Stored items:
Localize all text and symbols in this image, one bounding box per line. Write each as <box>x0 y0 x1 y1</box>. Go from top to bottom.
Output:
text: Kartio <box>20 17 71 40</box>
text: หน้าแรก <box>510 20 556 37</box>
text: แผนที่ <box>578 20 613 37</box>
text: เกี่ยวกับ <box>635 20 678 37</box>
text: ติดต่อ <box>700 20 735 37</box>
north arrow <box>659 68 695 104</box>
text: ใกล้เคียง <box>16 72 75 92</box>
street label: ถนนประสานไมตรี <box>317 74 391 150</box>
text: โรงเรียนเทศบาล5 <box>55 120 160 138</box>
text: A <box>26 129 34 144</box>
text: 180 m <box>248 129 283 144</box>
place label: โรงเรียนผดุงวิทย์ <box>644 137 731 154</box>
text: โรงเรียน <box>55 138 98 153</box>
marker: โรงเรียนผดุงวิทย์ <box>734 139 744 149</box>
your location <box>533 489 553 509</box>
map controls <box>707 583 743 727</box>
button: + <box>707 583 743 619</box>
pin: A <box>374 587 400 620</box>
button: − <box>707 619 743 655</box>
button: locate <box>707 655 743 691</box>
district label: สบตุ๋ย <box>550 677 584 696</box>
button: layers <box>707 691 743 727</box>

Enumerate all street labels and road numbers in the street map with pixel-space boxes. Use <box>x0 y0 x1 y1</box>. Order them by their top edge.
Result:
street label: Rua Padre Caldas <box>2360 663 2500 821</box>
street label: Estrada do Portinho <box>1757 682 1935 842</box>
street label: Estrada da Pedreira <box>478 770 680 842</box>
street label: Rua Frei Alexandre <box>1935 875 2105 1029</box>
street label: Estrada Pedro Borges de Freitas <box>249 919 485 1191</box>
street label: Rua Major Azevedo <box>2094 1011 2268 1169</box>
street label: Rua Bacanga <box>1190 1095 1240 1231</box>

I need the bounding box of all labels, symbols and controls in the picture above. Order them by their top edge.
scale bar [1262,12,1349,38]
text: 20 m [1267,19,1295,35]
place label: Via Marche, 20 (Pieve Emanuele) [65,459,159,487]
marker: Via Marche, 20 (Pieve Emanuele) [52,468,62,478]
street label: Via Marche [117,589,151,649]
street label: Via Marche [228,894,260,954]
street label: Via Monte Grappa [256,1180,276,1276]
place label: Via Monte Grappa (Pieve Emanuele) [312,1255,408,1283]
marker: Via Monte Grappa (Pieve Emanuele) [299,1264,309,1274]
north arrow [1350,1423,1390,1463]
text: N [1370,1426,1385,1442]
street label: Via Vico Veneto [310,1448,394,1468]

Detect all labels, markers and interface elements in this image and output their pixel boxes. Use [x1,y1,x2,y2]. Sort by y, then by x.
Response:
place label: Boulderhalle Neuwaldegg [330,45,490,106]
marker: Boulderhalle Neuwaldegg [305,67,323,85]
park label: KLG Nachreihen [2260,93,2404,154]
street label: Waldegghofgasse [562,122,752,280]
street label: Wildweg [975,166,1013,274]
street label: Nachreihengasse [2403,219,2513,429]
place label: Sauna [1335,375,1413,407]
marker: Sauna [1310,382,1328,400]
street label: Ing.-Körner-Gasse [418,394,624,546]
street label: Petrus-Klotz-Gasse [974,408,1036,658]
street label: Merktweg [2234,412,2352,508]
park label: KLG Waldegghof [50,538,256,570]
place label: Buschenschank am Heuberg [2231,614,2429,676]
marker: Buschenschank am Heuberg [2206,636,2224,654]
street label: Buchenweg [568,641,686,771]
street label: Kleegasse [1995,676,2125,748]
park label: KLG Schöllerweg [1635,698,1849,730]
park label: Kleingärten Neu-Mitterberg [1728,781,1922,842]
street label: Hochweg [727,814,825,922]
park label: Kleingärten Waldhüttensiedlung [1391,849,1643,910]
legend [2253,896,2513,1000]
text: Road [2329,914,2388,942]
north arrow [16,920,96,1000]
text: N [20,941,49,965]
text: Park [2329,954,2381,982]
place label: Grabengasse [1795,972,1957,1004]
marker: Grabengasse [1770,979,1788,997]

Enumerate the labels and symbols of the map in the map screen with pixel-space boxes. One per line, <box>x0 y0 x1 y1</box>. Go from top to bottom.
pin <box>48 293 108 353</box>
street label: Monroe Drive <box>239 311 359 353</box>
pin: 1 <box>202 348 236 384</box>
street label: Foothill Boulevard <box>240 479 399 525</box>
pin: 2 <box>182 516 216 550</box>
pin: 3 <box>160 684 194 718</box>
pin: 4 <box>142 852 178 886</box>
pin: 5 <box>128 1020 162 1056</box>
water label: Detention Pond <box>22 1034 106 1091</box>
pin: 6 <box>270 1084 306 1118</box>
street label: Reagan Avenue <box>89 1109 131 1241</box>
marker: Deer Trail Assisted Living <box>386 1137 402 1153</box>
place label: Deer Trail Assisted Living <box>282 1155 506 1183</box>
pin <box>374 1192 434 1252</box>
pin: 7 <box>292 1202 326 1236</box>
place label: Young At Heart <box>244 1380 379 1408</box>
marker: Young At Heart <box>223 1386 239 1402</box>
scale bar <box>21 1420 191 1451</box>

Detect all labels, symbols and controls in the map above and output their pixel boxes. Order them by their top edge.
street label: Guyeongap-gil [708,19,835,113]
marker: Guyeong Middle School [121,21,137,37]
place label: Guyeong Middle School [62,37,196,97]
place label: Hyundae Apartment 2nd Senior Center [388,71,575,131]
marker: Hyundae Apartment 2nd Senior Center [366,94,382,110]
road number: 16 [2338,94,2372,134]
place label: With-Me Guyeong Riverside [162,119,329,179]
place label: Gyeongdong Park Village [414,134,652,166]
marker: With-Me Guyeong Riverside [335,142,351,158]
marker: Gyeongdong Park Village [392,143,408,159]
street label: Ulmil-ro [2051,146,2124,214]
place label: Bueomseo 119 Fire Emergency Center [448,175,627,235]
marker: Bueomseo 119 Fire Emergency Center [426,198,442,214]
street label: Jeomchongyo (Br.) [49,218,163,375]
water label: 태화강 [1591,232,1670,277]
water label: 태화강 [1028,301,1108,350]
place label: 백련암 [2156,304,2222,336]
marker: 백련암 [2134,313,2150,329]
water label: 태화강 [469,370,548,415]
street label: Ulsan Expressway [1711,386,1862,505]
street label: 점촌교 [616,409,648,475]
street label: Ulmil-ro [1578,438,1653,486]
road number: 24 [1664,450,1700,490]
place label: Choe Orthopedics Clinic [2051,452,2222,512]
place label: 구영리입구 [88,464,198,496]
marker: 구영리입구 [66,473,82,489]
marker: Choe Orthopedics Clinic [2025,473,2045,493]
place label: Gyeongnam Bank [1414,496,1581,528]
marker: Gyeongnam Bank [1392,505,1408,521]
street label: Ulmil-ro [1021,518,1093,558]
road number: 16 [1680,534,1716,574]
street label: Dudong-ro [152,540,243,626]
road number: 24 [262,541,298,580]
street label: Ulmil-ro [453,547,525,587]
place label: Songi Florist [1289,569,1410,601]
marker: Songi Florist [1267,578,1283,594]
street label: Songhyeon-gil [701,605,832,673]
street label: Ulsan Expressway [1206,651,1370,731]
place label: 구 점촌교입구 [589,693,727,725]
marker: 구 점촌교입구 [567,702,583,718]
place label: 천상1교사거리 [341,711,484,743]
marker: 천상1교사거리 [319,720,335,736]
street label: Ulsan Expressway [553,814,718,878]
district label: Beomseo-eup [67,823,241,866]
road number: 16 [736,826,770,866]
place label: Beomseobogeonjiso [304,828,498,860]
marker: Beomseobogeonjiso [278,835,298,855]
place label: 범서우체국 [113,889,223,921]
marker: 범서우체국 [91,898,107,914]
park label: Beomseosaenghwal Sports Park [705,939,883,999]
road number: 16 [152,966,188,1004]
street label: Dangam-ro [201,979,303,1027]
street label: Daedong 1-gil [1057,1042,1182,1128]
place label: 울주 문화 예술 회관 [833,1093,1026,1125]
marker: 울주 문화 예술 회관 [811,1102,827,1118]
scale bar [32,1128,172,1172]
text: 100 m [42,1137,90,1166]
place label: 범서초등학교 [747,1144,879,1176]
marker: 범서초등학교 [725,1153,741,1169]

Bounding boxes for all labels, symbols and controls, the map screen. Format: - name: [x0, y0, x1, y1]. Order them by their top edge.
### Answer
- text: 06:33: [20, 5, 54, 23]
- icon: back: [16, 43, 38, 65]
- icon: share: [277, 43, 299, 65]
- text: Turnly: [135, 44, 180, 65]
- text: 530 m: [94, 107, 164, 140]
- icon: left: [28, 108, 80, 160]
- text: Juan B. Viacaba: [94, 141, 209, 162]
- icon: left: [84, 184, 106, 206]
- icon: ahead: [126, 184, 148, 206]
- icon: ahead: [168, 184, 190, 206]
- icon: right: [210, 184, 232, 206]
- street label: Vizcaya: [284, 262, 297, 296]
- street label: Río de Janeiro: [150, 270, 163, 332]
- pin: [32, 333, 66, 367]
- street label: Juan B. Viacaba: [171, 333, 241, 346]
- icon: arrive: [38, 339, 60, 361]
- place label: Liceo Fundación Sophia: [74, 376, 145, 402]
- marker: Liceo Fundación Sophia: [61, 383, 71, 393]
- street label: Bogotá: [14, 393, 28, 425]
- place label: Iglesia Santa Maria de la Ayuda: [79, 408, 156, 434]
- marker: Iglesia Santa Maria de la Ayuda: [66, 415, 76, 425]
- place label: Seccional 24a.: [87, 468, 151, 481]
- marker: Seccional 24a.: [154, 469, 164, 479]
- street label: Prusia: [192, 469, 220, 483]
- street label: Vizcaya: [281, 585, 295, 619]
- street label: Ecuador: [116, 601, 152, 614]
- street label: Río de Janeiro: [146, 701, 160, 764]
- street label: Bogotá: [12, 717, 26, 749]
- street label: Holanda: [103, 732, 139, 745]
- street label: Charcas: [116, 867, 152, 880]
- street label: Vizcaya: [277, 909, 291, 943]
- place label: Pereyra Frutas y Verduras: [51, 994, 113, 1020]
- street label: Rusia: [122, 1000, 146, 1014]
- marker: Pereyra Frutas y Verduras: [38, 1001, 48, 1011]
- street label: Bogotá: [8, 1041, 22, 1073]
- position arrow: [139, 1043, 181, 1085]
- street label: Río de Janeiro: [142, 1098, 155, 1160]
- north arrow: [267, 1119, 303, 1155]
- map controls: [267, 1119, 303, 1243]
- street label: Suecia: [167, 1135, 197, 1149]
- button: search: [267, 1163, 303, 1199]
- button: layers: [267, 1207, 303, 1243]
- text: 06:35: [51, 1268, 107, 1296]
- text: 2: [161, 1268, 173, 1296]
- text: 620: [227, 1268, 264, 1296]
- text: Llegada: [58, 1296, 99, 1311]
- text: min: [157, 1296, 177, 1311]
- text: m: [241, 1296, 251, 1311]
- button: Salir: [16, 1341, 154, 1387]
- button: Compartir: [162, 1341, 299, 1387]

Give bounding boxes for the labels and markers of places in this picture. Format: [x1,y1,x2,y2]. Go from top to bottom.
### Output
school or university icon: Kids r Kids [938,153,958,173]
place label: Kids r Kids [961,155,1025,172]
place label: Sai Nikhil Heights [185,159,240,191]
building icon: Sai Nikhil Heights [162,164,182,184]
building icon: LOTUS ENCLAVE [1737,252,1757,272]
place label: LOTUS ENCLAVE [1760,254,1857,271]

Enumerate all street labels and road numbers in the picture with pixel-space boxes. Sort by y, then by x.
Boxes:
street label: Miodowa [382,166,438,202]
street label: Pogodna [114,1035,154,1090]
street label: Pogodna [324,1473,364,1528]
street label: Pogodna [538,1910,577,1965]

## Work required
Exact copies of the lines from the one containing "Enumerate all street labels and road numbers in the picture" through the final line of the records are all the answer should hold.

## Written answer
Enumerate all street labels and road numbers in the picture with pixel-space boxes. Sort by y, then by x.
Boxes:
street label: Miodowa [382,166,438,202]
street label: Pogodna [114,1035,154,1090]
street label: Pogodna [324,1473,364,1528]
street label: Pogodna [538,1910,577,1965]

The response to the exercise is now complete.